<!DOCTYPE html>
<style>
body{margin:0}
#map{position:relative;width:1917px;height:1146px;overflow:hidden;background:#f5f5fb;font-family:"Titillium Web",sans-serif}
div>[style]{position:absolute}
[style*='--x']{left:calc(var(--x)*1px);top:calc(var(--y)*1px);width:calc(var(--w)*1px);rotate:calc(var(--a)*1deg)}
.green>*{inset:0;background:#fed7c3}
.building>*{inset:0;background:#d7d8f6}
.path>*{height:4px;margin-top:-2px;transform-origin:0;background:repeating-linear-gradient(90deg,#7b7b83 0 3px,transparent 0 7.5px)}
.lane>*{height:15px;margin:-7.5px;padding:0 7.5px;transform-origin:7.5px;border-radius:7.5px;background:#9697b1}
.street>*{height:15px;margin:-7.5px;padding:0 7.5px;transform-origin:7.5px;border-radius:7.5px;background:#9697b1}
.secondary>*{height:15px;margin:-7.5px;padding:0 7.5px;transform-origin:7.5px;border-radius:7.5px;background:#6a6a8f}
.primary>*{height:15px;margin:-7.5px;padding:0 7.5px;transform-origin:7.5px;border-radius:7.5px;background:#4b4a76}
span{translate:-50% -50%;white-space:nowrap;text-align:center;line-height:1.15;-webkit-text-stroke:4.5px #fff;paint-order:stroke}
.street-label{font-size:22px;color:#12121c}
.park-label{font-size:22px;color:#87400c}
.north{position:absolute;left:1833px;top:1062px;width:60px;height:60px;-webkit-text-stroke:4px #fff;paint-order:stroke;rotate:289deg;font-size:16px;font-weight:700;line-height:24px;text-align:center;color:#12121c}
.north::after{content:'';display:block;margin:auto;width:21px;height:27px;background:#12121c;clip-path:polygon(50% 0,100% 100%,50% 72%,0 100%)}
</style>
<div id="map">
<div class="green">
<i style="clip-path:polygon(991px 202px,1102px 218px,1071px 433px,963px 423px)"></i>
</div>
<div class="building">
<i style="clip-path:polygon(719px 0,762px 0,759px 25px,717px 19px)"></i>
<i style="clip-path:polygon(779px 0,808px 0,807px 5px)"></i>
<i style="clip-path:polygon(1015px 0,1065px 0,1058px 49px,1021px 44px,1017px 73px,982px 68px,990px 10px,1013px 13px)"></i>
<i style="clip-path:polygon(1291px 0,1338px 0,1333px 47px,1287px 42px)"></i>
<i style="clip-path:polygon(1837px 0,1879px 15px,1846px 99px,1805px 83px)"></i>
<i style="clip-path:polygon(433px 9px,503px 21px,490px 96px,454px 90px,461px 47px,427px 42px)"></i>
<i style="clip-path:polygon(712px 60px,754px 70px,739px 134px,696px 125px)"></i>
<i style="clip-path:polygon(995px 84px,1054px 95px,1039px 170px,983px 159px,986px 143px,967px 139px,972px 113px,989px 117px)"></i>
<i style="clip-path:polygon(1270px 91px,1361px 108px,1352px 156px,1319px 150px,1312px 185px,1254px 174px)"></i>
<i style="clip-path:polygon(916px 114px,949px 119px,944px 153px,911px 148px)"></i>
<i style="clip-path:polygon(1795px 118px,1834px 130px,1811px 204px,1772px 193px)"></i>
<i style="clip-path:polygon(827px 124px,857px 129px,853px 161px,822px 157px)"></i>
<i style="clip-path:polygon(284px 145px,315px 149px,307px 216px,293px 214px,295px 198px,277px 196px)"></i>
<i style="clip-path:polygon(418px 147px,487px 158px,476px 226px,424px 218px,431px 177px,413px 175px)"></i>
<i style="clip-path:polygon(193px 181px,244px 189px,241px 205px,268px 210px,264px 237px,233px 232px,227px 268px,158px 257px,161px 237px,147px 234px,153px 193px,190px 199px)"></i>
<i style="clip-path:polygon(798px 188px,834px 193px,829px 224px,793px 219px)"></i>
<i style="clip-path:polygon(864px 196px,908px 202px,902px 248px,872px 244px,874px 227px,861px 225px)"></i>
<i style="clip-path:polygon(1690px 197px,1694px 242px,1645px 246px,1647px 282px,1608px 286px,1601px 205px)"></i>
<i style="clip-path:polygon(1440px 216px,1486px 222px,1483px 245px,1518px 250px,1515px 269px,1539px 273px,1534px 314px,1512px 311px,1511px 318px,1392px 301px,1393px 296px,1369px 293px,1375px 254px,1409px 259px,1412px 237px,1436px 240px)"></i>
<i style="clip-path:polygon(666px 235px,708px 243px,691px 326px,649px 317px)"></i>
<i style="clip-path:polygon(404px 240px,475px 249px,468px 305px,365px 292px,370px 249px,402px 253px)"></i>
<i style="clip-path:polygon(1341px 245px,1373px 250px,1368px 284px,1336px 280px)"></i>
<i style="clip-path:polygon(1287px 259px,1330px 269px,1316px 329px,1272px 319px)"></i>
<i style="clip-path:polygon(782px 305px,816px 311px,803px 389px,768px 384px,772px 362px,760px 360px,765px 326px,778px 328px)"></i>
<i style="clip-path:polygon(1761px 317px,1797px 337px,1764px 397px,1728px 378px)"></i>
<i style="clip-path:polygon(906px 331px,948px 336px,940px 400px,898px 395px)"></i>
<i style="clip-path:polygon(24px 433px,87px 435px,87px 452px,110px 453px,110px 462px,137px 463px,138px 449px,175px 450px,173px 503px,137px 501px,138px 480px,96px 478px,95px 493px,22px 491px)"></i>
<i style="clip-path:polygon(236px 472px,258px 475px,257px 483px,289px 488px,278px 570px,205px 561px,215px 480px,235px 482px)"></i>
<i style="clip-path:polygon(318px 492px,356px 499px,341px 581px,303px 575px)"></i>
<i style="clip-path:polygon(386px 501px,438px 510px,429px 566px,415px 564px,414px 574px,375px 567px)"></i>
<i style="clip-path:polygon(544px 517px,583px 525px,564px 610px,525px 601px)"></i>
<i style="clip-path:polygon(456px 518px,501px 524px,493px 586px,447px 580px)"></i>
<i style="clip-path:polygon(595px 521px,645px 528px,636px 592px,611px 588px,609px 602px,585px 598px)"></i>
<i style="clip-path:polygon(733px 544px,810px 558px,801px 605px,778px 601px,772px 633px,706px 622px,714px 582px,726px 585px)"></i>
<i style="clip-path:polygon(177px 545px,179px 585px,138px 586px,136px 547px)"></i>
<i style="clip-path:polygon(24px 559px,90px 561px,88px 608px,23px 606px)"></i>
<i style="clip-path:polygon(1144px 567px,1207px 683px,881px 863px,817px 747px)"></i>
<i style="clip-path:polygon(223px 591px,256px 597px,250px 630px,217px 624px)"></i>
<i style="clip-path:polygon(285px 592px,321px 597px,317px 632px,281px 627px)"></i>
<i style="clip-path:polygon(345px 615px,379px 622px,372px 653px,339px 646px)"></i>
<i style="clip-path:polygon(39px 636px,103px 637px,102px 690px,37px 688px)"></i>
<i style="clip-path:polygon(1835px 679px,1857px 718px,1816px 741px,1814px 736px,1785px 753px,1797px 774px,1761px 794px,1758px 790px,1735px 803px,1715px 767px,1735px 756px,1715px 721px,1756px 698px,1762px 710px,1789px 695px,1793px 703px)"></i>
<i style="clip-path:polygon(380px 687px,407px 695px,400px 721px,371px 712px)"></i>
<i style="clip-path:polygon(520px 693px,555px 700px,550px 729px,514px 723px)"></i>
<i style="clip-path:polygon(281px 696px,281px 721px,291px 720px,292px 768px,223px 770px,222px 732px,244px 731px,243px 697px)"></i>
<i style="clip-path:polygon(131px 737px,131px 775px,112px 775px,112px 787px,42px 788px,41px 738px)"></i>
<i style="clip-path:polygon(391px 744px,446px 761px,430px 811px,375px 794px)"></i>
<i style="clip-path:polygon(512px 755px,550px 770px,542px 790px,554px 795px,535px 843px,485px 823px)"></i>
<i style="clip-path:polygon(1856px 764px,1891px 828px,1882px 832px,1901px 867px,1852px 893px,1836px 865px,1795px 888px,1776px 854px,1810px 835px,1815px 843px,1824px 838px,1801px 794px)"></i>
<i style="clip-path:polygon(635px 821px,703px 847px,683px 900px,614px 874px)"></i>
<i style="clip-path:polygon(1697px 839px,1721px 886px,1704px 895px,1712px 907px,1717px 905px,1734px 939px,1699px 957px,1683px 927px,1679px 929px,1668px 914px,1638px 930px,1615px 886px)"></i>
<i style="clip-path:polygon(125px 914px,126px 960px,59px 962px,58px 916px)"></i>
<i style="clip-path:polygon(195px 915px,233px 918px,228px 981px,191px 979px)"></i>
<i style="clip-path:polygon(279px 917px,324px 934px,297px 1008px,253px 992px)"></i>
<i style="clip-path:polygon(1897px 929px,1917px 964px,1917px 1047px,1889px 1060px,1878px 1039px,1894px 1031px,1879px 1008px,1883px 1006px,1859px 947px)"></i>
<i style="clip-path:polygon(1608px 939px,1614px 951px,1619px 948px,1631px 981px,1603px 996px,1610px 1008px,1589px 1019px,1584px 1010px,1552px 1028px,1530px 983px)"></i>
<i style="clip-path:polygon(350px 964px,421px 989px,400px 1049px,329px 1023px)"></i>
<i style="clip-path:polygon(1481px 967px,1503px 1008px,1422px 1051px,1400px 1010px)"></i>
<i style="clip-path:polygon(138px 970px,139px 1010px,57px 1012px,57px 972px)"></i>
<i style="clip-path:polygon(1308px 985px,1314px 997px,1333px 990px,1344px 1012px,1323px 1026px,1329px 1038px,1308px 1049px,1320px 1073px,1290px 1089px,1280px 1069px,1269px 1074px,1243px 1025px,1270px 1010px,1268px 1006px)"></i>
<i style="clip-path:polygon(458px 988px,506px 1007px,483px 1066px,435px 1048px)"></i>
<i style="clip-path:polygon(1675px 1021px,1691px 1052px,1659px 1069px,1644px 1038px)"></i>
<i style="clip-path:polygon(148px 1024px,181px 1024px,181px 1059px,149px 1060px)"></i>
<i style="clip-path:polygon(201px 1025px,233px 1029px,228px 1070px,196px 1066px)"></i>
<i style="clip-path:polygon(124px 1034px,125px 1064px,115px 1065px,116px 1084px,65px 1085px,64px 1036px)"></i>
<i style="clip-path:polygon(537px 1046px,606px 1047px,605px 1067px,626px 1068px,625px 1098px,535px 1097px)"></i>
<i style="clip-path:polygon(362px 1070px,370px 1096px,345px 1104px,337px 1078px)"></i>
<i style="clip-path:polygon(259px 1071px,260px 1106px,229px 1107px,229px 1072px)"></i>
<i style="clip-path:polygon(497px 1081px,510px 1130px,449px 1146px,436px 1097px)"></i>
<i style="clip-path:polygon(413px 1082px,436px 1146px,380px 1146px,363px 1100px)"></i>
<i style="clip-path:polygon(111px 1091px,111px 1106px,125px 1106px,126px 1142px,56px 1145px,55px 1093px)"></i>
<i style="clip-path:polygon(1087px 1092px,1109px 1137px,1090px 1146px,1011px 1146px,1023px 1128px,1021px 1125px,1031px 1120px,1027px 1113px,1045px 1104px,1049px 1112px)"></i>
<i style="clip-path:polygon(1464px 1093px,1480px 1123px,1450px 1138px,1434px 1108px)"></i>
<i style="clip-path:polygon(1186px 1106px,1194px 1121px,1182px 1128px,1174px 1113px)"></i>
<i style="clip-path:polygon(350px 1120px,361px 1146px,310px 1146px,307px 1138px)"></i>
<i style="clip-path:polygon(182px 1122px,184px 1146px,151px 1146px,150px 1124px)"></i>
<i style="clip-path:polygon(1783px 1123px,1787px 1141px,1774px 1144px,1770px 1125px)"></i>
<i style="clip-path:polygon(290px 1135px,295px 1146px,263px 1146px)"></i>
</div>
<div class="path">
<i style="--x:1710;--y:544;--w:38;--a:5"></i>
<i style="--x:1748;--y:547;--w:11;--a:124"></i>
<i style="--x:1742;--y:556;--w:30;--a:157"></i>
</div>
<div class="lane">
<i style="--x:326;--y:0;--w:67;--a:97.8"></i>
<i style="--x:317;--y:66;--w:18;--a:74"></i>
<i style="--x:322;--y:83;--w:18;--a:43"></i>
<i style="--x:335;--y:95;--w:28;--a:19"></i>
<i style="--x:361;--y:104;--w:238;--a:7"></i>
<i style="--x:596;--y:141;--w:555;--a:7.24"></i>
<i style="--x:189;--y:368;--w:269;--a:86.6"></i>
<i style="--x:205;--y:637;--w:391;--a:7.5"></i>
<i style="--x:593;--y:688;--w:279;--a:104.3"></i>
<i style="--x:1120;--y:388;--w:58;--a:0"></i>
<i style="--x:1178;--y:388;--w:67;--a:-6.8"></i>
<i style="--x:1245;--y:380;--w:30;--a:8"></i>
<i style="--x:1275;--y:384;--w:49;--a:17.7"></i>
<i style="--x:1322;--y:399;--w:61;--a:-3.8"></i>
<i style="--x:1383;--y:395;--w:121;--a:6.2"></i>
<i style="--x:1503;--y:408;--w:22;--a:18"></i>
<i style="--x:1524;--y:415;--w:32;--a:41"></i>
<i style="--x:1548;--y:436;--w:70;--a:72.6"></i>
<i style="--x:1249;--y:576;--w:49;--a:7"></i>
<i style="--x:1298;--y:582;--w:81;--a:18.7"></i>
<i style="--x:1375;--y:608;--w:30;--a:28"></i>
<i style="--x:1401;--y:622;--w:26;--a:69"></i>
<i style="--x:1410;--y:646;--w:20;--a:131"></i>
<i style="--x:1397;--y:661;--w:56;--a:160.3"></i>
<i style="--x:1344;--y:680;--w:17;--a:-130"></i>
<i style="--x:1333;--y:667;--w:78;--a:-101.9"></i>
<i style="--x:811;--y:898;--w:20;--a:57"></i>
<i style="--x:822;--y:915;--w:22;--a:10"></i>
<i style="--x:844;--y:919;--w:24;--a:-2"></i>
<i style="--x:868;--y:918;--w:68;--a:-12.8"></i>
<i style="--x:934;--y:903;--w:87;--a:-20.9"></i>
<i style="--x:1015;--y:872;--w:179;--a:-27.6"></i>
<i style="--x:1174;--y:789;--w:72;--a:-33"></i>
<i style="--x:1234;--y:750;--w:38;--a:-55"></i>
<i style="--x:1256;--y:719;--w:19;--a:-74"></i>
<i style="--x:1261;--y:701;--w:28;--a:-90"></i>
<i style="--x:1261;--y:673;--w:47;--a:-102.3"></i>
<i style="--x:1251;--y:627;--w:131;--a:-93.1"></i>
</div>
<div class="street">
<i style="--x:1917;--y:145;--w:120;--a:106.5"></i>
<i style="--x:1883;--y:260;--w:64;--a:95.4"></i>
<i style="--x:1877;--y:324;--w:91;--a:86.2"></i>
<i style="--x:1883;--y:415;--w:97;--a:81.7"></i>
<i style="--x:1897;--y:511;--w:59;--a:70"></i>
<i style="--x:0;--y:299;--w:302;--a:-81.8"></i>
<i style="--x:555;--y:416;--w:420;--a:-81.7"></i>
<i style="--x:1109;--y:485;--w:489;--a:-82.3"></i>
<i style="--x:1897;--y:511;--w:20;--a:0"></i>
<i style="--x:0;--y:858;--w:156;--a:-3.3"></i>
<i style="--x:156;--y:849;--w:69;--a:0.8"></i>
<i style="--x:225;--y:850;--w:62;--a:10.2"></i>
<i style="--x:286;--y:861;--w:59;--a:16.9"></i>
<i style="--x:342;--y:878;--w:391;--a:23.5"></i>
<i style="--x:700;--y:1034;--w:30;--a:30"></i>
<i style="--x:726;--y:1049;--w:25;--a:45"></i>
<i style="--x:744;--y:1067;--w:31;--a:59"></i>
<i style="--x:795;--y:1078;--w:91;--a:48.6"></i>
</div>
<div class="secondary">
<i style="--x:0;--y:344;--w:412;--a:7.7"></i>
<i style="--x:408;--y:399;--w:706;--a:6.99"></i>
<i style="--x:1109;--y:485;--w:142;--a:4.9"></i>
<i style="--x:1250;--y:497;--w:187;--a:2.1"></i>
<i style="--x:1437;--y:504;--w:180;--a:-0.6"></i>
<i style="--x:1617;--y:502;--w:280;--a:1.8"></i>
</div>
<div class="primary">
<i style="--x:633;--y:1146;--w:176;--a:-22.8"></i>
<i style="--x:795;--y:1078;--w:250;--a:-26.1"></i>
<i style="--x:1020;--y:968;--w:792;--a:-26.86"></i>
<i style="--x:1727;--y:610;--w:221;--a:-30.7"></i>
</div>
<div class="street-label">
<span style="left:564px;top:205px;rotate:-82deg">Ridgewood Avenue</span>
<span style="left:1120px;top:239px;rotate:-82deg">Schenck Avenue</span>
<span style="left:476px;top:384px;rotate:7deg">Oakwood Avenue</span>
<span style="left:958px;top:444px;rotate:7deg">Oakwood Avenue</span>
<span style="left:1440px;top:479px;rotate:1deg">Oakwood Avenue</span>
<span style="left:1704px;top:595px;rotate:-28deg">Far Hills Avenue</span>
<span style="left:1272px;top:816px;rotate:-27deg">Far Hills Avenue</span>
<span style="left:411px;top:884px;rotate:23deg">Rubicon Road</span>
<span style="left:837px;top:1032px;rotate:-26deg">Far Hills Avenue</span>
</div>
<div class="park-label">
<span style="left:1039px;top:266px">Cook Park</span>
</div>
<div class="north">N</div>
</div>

+-------+

- What to work on
The lines from the first of the entries through the line holding "0 3px,transparent 0" are to be restated word for word, and no others.

- Answer for the task
<!DOCTYPE html>
<style>
body{margin:0}
#map{position:relative;width:1917px;height:1146px;overflow:hidden;background:#f5f5fb;font-family:"Titillium Web",sans-serif}
div>[style]{position:absolute}
[style*='--x']{left:calc(var(--x)*1px);top:calc(var(--y)*1px);width:calc(var(--w)*1px);rotate:calc(var(--a)*1deg)}
.green>*{inset:0;background:#fed7c3}
.building>*{inset:0;background:#d7d8f6}
.path>*{height:4px;margin-top:-2px;transform-origin:0;background:repeating-linear-gradient(90deg,#7b7b83 0 3px,transparent 0 7.5px)}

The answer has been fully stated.